### What is being asked
Within this material, find every line where the string "linejoin" appears, and copy it out.

### Supplied material

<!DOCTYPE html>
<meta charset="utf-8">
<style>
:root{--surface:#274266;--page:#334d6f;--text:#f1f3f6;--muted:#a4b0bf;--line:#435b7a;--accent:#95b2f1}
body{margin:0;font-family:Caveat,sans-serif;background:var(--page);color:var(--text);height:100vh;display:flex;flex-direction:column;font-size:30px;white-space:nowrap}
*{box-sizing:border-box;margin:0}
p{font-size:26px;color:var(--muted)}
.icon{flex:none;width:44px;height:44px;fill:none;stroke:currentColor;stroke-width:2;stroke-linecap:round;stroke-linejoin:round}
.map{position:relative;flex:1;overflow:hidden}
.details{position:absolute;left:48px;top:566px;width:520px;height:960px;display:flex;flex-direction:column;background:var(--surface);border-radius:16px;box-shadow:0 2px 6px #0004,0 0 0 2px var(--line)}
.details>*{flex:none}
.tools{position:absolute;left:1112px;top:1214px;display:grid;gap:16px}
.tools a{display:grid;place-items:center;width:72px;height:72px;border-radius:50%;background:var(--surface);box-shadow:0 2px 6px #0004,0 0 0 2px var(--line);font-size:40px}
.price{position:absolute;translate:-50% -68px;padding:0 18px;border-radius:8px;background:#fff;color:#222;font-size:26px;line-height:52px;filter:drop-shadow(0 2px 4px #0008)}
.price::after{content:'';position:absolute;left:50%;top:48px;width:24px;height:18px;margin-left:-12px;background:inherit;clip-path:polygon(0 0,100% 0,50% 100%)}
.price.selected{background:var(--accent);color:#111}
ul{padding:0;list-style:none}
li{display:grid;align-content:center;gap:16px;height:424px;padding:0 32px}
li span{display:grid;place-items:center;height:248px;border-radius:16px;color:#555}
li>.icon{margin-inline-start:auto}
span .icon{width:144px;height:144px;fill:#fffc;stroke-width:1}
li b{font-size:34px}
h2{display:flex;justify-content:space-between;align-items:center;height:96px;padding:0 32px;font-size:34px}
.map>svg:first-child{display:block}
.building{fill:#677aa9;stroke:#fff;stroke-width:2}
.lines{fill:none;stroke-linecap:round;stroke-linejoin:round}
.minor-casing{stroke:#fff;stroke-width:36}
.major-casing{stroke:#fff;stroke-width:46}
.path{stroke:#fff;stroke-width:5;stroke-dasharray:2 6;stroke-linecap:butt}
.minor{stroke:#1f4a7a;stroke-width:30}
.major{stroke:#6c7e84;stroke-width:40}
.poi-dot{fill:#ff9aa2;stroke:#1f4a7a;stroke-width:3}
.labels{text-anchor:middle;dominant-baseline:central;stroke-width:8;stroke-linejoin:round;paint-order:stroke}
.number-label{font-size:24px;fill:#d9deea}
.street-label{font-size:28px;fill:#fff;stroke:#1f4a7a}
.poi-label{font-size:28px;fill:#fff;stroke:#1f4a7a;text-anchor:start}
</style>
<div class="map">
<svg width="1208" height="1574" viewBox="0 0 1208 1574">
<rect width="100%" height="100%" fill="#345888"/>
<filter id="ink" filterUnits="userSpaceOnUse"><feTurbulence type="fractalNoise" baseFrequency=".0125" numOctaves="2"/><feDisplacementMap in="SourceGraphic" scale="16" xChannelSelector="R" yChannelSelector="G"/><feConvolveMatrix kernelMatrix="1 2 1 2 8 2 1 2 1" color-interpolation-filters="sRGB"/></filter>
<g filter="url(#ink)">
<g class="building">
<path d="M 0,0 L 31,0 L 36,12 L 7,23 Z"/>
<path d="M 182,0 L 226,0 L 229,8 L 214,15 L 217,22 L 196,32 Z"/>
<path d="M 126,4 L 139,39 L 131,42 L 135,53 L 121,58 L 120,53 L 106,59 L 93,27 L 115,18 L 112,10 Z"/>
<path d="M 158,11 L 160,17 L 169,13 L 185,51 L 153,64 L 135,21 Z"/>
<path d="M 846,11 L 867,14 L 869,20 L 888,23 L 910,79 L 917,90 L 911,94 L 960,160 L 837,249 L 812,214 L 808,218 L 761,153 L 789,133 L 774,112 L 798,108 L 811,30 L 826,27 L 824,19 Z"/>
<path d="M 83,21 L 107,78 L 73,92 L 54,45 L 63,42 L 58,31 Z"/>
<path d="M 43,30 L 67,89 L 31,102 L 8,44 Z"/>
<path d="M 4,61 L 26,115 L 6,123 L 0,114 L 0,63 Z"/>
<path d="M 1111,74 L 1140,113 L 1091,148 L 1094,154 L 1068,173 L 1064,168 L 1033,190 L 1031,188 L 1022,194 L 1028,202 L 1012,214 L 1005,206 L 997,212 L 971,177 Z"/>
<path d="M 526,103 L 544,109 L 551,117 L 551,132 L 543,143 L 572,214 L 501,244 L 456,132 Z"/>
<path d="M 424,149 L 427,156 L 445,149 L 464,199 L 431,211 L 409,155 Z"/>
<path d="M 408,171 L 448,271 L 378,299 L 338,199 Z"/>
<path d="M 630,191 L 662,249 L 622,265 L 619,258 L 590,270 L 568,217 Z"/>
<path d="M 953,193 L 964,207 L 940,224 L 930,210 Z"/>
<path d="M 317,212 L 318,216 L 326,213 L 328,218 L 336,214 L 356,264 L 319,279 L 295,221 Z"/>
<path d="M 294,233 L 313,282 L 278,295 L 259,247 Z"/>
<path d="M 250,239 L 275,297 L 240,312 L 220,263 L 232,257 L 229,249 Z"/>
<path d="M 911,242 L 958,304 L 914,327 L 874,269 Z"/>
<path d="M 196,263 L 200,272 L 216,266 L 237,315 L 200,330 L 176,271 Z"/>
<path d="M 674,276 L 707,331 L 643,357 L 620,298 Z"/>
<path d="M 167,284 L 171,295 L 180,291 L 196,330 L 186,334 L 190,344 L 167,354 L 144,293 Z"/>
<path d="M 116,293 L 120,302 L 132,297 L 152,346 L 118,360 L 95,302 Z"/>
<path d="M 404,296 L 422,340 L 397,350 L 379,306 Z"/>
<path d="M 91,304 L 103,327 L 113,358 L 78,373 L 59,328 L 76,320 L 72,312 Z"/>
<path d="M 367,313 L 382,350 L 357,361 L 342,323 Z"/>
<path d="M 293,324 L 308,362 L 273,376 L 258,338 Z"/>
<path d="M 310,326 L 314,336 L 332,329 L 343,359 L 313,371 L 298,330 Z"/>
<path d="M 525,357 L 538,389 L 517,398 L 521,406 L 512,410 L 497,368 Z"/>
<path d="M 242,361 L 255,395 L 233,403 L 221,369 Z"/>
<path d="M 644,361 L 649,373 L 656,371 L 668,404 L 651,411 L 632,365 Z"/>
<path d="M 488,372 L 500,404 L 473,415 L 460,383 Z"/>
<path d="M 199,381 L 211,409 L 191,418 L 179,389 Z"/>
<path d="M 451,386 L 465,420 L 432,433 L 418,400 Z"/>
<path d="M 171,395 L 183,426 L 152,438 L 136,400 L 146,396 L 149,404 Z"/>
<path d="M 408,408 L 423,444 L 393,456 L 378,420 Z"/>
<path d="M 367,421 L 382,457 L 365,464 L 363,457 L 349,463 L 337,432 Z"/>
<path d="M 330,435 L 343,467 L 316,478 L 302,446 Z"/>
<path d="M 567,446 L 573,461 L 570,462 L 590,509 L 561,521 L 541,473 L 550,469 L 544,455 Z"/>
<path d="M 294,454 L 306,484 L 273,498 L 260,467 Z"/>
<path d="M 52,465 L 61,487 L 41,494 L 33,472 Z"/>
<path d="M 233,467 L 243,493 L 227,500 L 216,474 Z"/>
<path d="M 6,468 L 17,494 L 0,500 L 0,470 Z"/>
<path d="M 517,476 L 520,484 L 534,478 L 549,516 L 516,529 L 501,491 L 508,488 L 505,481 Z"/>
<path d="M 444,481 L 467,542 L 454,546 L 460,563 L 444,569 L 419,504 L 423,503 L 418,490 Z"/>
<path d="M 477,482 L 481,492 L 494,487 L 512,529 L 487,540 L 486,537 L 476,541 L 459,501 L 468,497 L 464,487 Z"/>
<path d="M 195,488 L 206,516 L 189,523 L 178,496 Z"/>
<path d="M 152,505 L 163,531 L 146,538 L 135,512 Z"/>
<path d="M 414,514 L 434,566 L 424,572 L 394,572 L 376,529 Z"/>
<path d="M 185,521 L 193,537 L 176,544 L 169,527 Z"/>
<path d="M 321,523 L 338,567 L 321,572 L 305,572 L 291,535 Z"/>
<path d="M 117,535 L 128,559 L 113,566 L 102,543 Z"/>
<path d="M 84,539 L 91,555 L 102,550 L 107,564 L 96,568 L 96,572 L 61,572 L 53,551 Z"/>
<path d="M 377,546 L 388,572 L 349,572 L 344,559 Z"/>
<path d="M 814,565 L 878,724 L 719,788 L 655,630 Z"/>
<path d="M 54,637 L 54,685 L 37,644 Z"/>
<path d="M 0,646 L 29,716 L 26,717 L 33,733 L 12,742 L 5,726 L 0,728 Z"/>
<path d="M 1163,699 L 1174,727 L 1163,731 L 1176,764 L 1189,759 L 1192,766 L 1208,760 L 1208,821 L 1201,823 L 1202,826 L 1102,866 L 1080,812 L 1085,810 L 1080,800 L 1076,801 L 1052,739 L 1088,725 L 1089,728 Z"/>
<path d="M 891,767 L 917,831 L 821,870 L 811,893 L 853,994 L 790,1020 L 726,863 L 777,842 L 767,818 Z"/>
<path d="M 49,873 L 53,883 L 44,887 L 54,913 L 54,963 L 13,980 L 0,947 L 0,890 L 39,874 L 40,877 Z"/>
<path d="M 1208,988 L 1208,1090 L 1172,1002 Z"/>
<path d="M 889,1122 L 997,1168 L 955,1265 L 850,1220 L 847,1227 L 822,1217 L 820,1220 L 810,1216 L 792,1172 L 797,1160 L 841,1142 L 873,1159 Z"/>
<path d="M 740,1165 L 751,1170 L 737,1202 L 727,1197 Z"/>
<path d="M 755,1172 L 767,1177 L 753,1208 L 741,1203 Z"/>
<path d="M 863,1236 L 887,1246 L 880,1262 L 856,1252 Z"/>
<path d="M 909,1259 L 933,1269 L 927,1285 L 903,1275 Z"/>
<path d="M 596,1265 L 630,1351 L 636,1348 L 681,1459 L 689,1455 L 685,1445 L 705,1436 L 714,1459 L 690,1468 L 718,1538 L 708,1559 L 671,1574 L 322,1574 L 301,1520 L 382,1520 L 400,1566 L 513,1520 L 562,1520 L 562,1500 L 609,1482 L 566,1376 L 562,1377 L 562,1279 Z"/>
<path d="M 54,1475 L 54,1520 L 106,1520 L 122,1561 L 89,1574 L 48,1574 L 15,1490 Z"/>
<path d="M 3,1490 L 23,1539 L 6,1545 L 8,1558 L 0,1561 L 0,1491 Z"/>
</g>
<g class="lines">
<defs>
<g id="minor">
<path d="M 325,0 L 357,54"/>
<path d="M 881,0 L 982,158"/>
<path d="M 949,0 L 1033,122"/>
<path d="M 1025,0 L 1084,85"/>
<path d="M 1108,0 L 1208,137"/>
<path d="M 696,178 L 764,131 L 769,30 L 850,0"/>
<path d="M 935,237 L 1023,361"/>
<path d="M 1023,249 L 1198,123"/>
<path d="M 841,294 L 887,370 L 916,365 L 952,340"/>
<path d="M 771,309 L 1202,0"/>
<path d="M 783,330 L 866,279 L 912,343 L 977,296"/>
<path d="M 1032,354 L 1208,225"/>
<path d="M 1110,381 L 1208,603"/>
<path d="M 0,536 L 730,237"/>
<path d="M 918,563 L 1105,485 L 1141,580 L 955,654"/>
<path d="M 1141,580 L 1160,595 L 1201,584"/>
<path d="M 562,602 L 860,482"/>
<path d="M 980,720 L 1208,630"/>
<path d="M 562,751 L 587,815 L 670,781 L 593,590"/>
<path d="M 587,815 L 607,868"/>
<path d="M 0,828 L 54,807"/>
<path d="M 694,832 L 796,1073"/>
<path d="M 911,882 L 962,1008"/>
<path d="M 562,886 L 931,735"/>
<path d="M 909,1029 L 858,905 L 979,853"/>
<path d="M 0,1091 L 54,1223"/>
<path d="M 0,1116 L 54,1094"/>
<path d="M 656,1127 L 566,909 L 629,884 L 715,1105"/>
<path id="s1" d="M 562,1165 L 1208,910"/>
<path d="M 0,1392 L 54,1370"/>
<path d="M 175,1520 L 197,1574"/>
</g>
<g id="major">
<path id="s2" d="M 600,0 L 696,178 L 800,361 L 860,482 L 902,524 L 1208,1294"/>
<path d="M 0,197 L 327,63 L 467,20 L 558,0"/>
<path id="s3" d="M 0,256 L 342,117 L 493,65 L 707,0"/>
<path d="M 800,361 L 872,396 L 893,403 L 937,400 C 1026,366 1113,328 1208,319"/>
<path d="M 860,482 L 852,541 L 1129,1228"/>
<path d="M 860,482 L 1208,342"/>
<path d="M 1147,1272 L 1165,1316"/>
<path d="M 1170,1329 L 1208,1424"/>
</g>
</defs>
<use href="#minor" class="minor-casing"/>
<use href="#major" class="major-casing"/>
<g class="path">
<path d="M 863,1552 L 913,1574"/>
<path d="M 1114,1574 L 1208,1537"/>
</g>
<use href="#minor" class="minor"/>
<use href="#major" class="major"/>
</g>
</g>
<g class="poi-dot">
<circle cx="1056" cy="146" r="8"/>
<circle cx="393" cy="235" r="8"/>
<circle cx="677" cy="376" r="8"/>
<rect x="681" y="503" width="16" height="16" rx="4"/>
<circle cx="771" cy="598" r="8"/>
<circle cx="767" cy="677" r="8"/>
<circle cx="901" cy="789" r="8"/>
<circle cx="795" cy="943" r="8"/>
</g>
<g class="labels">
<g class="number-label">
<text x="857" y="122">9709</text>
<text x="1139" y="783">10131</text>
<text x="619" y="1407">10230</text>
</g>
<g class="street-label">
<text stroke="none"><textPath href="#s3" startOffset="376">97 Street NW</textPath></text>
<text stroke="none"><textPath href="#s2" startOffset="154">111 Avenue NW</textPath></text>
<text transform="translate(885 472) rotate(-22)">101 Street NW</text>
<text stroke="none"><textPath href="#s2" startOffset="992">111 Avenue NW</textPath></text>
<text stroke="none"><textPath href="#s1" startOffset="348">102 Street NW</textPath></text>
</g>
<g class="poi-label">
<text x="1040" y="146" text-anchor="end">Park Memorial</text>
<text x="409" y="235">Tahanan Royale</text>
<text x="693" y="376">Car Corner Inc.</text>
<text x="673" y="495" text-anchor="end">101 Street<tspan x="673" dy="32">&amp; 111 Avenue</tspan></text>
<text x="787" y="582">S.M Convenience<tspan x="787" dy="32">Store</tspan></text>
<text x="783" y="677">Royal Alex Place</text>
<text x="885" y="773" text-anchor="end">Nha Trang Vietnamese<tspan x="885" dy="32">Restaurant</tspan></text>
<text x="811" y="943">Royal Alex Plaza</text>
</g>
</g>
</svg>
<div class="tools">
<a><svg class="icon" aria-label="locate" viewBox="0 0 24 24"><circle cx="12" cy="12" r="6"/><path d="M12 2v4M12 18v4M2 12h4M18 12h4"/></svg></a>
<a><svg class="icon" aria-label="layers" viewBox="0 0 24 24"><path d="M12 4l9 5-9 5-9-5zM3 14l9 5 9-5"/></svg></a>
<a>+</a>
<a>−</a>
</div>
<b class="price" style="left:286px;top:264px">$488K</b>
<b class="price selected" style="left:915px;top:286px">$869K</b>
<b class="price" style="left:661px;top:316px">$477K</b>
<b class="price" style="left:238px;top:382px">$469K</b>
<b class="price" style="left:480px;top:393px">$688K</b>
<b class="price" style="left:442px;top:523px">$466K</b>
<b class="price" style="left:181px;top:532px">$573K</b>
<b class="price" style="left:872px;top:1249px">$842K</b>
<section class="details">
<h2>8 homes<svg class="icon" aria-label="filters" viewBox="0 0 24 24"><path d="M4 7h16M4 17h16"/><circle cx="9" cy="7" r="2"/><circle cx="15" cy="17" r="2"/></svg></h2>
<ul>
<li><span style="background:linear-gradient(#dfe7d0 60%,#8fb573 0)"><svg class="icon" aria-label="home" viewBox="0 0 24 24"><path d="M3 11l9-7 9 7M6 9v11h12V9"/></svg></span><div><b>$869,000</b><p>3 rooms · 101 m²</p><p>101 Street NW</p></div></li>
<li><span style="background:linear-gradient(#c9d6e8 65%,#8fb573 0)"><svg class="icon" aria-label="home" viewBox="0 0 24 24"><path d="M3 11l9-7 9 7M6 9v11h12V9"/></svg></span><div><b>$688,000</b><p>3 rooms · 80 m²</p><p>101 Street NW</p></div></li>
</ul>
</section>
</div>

### Answer for this exercise
.icon{flex:none;width:44px;height:44px;fill:none;stroke:currentColor;stroke-width:2;stroke-linecap:round;stroke-linejoin:round}
.lines{fill:none;stroke-linecap:round;stroke-linejoin:round}
.labels{text-anchor:middle;dominant-baseline:central;stroke-width:8;stroke-linejoin:round;paint-order:stroke}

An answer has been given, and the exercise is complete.